The story behind the movie is equally interesting. It is based on the best-selling novel by Kathryn Hulme, which is the slightly fictionalized story of Marie Louise Habets, who spent seventeen years as a Sister of Charity of Jesus and Mary. Hulme and Habets met after the war when Hulme was working for a UN relief organization and Habets as a nurse tending to soldiers and refugees. At some point, Habets confessed that she was a “failed nun.” The two formed a bond and became inseparable, evidently living the rest of their lives as a couple in the United States. Hulme, raised Protestant and having been involved in a group of spiritual seekers surrounding a religious mystic in Paris before the war, converted to Catholicism in the early 1950s, presumably under Habets’s influence.

 

The website of the Sisters of Charity of Jesus and Mary suggests that the order no longer follows a rule as strict as the one Sr. Luke toils under in the movie. Much of the criticism of the Second Vatican Council, and now of Pope Francis’s interpretation of the council’s teachings, is based on the hope that it is possible to return in some way to many of the certainties and practices of the church depicted in The Nun’s Story (whose screenplay was evidently vetted and approved by the Vatican). However much one may appreciate the severe beauties and spiritual disciplines of the pre–Vatican II Church, one comes away from the film reminded of how far we are removed from that world. Watching the scene in the film where postulants enter the convent, leaving anxious family and loved ones behind, is like watching a contemporary movie depicting travel to another planet in a distant solar system. The convent’s door being closed with a heavy thud, and the mistress of postulants using her iron key to lock it, is like watching a rocket ship’s crew being hurled into deepest space. We are being taken on a voyage to another world, a world with a logic and beauty, but also dangers, uniquely its own.

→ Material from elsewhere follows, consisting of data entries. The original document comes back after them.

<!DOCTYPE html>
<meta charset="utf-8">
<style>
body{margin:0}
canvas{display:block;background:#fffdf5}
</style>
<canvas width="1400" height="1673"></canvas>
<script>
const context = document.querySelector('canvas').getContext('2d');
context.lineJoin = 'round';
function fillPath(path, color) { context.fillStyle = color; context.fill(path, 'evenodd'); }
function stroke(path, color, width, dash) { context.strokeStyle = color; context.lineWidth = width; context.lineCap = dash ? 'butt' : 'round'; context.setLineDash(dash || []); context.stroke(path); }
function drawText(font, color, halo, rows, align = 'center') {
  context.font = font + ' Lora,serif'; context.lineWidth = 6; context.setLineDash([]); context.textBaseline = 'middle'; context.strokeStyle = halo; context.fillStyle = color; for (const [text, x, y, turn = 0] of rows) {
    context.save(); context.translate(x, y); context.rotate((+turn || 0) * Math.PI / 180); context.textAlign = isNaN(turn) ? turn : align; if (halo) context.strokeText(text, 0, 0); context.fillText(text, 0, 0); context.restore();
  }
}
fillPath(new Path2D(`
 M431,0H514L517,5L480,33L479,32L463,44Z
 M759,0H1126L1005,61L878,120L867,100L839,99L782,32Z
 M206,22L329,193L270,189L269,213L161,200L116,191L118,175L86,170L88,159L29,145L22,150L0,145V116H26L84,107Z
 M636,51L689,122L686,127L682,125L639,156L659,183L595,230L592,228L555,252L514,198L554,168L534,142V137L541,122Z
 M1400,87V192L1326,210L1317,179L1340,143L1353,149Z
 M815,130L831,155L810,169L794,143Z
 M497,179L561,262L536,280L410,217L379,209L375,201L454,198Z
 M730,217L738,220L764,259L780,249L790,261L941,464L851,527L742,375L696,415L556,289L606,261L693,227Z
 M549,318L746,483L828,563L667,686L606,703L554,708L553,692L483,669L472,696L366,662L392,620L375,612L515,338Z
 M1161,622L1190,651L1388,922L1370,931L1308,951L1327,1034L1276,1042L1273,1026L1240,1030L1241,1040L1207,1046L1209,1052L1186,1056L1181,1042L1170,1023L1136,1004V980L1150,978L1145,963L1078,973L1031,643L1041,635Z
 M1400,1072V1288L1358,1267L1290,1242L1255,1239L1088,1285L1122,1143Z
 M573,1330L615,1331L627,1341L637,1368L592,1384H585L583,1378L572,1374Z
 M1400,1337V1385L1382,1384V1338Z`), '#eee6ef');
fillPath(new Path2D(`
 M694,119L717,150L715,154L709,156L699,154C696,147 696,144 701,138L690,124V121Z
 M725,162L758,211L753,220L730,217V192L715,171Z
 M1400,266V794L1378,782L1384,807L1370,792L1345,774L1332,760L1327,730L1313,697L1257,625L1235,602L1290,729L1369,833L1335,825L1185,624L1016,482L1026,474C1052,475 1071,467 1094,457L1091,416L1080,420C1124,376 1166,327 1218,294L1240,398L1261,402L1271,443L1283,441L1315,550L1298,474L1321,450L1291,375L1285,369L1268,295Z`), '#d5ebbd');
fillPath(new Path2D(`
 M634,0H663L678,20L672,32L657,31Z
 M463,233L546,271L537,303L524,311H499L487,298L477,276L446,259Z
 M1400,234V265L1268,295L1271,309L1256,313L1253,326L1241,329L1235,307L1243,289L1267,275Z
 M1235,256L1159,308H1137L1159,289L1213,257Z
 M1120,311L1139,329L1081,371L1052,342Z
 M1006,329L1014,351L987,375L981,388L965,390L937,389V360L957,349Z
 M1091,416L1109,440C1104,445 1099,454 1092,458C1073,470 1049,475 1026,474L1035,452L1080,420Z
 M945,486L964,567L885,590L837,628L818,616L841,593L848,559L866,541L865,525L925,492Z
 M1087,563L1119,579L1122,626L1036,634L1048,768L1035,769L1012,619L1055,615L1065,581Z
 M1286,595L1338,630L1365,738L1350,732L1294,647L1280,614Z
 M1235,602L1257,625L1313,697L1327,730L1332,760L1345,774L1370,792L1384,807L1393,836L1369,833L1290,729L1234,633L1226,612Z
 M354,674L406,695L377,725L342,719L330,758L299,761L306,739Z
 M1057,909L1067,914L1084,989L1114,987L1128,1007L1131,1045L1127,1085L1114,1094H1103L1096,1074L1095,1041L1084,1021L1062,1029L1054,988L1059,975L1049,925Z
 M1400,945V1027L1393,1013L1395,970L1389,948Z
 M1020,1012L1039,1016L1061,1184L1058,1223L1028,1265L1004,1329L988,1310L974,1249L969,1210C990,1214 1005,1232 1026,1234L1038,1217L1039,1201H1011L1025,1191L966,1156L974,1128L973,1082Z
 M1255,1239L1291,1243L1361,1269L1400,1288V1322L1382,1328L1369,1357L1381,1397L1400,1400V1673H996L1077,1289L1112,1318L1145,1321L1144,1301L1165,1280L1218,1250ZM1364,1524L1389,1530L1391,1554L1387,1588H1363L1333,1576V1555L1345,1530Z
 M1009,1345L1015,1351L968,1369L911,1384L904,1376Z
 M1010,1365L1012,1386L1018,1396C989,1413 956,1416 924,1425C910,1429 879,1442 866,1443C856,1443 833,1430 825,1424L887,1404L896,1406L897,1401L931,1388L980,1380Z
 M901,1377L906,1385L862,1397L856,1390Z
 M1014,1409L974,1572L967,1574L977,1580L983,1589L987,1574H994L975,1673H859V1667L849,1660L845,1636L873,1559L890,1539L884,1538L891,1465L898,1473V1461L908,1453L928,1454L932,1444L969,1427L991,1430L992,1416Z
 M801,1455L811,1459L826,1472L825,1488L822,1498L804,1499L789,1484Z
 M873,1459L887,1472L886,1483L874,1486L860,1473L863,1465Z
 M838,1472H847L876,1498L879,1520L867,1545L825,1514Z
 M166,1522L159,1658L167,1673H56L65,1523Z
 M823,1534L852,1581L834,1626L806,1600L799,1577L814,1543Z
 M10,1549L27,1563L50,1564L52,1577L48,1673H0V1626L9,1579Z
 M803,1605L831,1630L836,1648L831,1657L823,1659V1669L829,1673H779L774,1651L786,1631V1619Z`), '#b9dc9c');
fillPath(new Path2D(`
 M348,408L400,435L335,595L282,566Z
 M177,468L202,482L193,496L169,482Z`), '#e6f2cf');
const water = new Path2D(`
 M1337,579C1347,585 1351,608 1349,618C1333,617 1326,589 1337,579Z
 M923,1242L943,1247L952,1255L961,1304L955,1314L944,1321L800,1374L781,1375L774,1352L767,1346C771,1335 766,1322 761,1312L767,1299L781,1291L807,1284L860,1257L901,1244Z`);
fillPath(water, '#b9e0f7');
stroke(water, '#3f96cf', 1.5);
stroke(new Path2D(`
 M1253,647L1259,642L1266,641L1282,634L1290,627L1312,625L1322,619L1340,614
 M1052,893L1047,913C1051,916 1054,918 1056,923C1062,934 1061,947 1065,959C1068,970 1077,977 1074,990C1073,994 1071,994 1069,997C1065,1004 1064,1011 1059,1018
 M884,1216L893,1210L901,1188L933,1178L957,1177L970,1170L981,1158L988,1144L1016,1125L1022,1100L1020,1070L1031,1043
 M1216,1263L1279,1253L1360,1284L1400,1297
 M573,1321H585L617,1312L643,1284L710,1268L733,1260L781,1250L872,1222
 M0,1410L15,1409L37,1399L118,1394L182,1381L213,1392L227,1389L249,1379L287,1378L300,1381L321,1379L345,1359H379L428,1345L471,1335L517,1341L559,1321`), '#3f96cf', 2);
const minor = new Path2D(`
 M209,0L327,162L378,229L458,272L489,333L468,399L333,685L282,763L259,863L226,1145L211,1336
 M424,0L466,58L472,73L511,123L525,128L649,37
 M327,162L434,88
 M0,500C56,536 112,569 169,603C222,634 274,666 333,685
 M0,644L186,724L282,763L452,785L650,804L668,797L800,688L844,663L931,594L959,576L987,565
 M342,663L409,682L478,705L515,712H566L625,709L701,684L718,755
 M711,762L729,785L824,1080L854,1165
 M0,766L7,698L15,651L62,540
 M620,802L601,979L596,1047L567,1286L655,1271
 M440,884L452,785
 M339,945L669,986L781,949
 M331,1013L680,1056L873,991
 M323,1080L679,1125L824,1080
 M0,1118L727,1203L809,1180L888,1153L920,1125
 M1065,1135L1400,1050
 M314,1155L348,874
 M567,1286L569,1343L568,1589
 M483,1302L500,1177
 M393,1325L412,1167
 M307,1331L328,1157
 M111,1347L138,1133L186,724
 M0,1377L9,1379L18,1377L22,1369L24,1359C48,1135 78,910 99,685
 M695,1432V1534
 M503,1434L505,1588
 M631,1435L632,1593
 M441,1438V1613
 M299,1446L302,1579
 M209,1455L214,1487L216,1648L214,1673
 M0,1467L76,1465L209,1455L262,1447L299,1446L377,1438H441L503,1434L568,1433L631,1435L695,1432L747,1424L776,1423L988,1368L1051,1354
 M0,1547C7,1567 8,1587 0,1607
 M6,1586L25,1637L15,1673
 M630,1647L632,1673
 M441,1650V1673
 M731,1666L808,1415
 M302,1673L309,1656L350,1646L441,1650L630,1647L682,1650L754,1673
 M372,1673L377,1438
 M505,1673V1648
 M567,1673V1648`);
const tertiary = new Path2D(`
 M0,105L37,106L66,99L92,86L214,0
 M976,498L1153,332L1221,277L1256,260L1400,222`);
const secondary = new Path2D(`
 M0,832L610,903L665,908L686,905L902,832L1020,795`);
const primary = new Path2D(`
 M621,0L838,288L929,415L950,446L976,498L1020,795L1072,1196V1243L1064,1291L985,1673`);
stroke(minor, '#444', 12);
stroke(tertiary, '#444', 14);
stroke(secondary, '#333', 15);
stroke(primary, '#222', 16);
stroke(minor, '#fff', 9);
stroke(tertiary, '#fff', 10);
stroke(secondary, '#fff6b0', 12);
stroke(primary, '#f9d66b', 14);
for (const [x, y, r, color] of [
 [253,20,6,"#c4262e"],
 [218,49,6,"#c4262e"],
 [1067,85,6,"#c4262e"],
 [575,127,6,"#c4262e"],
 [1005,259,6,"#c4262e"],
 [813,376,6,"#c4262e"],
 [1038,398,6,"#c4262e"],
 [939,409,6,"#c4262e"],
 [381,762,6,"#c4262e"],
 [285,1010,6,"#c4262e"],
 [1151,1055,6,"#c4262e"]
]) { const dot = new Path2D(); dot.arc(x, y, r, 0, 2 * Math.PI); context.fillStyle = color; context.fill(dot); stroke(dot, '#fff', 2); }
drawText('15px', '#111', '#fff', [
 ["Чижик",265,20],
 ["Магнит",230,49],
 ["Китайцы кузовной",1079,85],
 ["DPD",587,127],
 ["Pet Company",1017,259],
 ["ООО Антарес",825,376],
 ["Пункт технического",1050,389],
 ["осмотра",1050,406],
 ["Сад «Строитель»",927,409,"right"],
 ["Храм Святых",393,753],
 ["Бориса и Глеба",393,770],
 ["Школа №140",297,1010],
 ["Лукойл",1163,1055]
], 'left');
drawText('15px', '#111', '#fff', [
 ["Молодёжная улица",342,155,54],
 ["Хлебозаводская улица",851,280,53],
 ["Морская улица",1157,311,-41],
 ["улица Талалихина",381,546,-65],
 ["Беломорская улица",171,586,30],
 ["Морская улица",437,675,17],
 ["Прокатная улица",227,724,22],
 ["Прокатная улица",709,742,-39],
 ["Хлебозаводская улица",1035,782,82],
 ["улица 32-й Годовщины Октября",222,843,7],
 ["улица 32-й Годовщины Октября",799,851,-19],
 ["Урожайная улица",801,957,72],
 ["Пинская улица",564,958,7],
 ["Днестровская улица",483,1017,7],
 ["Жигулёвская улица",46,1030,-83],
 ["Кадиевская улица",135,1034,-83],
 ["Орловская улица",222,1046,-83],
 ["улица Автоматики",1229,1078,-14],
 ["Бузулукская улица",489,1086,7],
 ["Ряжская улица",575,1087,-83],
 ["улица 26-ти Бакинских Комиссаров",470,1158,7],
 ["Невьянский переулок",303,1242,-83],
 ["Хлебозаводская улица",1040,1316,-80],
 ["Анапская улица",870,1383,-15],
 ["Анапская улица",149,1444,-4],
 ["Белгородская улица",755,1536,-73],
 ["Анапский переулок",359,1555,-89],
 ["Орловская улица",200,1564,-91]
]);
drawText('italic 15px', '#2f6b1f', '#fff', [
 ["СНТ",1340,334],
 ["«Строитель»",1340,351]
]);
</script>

The basic tension in Sr. Luke’s vocation is between the ambition and expertise she must possess to become a medical professional and the order’s demand that she understand herself to be “nothing” in order to draw closer to Christ. In an essay on the Seven Deadly Sins, Czesław Miłosz writes about the inescapable paradox inherent in the sin of pride, which he refers to using the Latin term superbia. “Pride and self-assurance are indispensable for the poet who wishes to achieve something and not retreat from his path,” he confesses. Its consequences, however, are of course “both negative and positive.” There can be no excellence if we don’t take pride in our work, but if pride becomes the principal motivation we have indeed lost our way. That balance was lacking in Sr. Luke’s formation, which mistakenly sought to expunge the self in pursuit of a higher good. As a consequence, her life and story can seem not only anachronistic but terribly misdirected. Yet we should not pretend the post–Vatican II Church has found a better balance in its often-unexamined celebrations of the self. We are still finding our way forward, and it is hubris to condescend to the past.

Paul Baumann, editor of Commonweal from 2003 to 2018, is Commonweal’s senior writer.